> _Task inputs_
......
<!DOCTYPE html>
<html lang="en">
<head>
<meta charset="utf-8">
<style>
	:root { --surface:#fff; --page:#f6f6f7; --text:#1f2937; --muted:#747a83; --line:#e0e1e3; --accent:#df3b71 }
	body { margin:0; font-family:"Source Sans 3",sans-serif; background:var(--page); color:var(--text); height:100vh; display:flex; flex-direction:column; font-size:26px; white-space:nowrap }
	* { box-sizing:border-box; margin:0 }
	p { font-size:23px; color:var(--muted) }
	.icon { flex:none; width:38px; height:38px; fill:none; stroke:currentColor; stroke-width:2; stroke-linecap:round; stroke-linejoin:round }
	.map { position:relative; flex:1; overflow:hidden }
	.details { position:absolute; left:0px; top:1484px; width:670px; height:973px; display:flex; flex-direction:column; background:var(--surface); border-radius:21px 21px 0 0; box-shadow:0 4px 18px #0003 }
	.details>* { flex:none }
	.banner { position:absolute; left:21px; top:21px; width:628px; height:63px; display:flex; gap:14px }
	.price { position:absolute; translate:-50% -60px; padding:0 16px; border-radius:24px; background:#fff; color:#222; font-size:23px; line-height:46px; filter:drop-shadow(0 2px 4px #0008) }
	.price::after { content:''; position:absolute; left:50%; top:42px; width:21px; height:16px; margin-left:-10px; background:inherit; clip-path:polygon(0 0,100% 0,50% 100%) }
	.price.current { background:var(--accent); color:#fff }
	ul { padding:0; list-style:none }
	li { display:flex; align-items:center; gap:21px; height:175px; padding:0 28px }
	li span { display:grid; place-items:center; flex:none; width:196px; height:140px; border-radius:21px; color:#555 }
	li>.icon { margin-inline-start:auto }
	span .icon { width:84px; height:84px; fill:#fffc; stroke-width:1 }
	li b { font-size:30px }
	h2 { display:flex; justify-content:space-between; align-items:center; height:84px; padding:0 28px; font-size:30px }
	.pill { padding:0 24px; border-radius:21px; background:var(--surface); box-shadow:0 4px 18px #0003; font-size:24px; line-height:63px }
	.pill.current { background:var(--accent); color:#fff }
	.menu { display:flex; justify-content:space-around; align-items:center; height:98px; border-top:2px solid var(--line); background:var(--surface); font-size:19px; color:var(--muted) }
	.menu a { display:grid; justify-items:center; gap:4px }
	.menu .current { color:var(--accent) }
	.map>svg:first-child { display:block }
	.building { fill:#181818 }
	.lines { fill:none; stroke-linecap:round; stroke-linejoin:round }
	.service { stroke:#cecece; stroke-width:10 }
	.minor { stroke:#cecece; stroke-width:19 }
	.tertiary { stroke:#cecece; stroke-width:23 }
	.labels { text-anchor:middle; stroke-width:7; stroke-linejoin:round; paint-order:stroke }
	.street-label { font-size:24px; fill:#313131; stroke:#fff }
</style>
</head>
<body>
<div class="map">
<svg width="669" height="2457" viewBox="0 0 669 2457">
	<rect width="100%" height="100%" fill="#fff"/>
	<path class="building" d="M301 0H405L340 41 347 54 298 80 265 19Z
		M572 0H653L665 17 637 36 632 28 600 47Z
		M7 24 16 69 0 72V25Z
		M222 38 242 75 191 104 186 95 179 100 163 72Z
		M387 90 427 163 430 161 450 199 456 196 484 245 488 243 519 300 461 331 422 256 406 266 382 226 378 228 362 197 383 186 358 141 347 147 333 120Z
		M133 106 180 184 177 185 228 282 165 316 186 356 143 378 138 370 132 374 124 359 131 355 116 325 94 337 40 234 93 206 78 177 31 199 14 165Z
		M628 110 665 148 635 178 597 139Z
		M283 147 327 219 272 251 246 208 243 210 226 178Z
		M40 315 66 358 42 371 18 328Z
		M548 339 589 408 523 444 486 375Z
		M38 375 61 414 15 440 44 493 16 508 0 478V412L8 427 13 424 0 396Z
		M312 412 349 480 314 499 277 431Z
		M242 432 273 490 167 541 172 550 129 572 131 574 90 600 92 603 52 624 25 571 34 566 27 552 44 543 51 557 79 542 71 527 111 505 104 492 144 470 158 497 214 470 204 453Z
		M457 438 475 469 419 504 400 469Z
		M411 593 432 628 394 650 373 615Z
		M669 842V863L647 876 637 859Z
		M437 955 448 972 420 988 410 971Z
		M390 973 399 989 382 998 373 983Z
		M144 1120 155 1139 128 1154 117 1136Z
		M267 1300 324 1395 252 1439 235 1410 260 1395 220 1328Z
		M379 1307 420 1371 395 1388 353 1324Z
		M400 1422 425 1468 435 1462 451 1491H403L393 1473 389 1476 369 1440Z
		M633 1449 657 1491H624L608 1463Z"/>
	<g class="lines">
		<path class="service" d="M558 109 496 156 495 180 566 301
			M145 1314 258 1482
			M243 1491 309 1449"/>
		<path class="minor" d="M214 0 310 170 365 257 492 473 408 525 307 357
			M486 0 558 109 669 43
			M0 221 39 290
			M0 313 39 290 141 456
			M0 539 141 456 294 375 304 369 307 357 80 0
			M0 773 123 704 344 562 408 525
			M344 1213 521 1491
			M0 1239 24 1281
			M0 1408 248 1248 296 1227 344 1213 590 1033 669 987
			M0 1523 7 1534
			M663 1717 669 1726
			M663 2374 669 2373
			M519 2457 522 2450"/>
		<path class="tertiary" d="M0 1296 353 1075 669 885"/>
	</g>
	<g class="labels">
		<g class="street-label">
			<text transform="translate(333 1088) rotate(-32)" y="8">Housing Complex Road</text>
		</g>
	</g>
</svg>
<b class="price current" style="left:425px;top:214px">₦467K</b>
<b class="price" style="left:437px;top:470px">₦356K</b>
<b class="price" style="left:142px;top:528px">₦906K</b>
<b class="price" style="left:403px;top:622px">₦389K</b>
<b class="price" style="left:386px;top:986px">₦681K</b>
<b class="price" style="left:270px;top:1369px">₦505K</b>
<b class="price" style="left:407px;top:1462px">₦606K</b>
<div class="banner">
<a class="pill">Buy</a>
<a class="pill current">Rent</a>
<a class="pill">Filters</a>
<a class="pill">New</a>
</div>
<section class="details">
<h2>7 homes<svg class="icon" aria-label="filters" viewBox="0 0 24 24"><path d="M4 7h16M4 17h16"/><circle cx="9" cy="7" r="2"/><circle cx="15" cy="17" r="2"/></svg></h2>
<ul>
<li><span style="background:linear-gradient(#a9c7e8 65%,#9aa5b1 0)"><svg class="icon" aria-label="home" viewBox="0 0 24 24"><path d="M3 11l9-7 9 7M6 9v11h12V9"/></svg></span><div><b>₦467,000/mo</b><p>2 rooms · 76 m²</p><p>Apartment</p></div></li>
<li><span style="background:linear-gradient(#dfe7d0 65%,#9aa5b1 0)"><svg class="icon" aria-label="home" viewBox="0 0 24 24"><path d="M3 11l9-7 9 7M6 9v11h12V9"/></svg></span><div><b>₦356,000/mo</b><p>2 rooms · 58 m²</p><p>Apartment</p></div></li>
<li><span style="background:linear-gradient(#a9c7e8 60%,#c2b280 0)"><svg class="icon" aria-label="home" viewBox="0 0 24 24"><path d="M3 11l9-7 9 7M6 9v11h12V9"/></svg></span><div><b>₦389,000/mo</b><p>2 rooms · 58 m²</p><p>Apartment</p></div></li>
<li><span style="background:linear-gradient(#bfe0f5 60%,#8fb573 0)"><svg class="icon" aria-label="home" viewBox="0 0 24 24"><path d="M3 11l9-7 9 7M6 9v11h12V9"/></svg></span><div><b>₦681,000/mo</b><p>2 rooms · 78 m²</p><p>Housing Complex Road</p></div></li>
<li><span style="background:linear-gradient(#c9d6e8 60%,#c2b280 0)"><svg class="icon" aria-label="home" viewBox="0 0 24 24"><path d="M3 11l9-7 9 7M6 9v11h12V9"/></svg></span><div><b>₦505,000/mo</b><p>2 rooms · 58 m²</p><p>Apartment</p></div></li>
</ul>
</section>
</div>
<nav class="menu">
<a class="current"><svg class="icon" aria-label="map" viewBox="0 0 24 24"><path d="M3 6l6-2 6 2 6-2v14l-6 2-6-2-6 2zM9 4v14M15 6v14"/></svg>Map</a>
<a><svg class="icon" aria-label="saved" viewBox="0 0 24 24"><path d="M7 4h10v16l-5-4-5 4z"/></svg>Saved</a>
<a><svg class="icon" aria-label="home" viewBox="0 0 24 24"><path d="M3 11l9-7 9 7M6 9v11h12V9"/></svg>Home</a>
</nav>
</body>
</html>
......
After reading the records above, say how many lines hold the string "margin", using only a number.

> _Response_
4